When will the world grow weary of murder? When my sons and yours, too, are gone?
Man’s rise from a poor but honest animal to his present eminence as a charter member of the Hydrogen Club is a great success story. It may turn out to be the success story to end all success stories.
The descendant of the hairy Stone Age man would rebuild the earth, change the course of rivers and touch the very stars at which his ancestor stared from his cave at night. There was nothing he would be unable to do, so long as he was not asked to love his fellow man.

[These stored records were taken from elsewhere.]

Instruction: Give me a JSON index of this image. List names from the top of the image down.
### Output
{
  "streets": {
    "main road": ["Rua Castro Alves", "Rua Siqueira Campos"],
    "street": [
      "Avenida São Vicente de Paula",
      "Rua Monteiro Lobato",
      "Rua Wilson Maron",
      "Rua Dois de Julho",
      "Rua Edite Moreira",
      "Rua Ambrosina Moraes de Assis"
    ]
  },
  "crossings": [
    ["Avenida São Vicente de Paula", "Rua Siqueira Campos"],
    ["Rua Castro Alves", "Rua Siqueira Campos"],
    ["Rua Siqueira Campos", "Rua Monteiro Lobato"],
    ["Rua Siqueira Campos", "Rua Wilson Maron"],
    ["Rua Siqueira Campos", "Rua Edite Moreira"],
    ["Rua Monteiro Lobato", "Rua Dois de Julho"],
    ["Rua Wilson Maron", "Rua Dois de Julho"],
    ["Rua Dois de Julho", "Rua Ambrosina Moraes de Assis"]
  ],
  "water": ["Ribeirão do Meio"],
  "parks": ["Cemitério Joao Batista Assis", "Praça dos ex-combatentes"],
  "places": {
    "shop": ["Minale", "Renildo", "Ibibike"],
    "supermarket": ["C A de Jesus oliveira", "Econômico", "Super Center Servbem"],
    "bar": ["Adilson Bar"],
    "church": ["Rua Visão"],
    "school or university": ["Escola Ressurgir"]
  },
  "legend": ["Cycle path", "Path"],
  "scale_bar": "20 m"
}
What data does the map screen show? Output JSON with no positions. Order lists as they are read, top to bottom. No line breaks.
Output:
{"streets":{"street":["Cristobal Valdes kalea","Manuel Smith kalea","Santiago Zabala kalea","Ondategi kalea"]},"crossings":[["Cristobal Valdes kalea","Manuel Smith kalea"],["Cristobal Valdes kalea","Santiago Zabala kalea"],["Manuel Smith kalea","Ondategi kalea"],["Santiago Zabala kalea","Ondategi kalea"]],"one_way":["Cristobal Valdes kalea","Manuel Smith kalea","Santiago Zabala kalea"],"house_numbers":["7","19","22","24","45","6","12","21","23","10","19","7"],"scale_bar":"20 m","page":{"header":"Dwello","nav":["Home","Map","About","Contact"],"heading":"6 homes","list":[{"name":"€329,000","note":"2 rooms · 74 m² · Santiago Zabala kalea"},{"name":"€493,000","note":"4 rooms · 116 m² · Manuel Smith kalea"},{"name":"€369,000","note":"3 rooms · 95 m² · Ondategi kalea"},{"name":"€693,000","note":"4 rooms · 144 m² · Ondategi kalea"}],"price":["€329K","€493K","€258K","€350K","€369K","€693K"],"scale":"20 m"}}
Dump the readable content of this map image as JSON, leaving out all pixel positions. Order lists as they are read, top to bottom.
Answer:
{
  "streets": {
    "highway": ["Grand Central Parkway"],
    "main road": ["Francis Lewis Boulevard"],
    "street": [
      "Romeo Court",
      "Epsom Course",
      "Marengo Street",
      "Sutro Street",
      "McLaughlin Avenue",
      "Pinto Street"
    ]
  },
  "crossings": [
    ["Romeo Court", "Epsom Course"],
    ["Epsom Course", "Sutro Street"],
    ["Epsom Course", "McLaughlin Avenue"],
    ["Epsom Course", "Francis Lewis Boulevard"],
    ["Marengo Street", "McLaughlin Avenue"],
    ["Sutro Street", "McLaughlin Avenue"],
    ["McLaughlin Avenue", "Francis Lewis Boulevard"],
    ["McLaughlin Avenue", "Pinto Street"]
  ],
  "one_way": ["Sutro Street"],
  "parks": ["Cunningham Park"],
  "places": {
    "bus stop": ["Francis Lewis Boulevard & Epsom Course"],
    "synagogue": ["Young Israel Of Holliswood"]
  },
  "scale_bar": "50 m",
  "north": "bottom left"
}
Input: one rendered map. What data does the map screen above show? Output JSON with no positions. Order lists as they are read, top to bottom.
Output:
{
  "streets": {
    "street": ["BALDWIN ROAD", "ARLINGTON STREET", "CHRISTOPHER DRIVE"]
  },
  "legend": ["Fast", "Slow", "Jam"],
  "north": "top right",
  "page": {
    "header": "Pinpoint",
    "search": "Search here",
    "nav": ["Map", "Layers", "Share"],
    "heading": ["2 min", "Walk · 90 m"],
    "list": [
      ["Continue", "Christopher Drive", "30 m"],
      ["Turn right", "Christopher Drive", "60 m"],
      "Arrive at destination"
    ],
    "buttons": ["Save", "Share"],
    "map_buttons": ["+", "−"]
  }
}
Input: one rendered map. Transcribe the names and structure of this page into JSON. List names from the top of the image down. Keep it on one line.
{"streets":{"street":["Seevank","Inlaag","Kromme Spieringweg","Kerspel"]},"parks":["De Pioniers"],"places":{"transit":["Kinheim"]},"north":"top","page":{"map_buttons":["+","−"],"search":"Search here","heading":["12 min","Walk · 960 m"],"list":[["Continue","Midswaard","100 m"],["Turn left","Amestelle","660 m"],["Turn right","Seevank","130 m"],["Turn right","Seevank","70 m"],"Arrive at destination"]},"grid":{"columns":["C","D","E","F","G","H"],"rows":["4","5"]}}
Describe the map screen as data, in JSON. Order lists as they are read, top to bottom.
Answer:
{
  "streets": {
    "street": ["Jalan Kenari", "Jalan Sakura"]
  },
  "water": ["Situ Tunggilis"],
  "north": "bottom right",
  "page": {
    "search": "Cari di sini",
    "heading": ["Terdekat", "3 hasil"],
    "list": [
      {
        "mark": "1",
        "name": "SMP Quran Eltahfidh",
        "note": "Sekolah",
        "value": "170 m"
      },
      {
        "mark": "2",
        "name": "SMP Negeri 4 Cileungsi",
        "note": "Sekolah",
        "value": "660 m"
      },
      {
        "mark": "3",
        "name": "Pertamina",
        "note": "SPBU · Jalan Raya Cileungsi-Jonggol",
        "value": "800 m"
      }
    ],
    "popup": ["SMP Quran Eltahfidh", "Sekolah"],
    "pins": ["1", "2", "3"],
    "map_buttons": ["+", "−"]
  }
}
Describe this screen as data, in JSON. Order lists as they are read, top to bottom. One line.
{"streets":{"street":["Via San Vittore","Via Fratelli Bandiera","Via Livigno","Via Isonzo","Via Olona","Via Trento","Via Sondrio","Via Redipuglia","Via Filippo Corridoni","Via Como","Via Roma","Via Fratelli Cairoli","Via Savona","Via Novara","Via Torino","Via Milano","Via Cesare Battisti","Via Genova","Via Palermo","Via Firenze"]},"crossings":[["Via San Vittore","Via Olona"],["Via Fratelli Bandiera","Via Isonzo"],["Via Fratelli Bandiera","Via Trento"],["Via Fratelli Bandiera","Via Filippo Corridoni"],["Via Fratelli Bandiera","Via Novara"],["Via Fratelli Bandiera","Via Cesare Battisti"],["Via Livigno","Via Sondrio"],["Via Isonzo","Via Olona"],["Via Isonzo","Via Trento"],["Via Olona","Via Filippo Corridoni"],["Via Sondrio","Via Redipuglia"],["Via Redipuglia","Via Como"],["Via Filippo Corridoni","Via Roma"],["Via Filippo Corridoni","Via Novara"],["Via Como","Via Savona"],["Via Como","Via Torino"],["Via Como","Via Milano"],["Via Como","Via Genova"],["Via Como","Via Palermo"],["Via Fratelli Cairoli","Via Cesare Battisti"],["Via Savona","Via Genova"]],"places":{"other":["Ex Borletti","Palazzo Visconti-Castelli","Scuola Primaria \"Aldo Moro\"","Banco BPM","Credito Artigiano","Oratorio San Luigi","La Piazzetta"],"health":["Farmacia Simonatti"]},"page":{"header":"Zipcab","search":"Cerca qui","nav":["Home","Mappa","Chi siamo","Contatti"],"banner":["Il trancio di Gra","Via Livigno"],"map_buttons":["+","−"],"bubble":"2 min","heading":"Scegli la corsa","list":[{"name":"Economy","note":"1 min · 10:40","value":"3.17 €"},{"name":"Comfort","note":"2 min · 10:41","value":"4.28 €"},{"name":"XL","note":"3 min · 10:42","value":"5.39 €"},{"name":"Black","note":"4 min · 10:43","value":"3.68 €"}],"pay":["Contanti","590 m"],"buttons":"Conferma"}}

Man has invented the cross, the gallows, the rack, the gibbet, the guillotine, the sword, the machine gun, the electric chair, the hand grenade, the personnel mine, the flame thrower, the “blockbuster,” the obsolescent atom bomb and the currently popular hydrogen bomb—all made to maim or destroy his fellow man. These inventions, combined with hate and selfishness and lust for power, are responsible for the unending destruction of humans by other humans. Yet most dangerous of all is modern man’s interest in his own self. Hate and love of power could be dealt with were it not for the license they receive from the inertia of millions. The most dangerous of all humans are the gray mice: it is their silence that kills. It was the silence of the gray mice outside the German concentration camps that killed the millions inside.
Whether we survive the Thermonuclear Age may come down to the simple question of whether we learn to care about our fellow men. Perhaps our cruelty and detachment will lend to a final day of fire for the most rational creature who ever walked the earth. The computers which we have invented now tell us that our losses in a nuclear exchange will be many millions of American dead. We have come a long way from the first stone axe.
Is there an alternative to the extinction of man? Those gibbets, thumbscrews, gallows, treasured hates and fond cruelties must inexorably give way to the expansion of man’s intellect and reason. Along with this, he must increase enormously his compassion for and identification with the species. Failing this, he will become silent forever.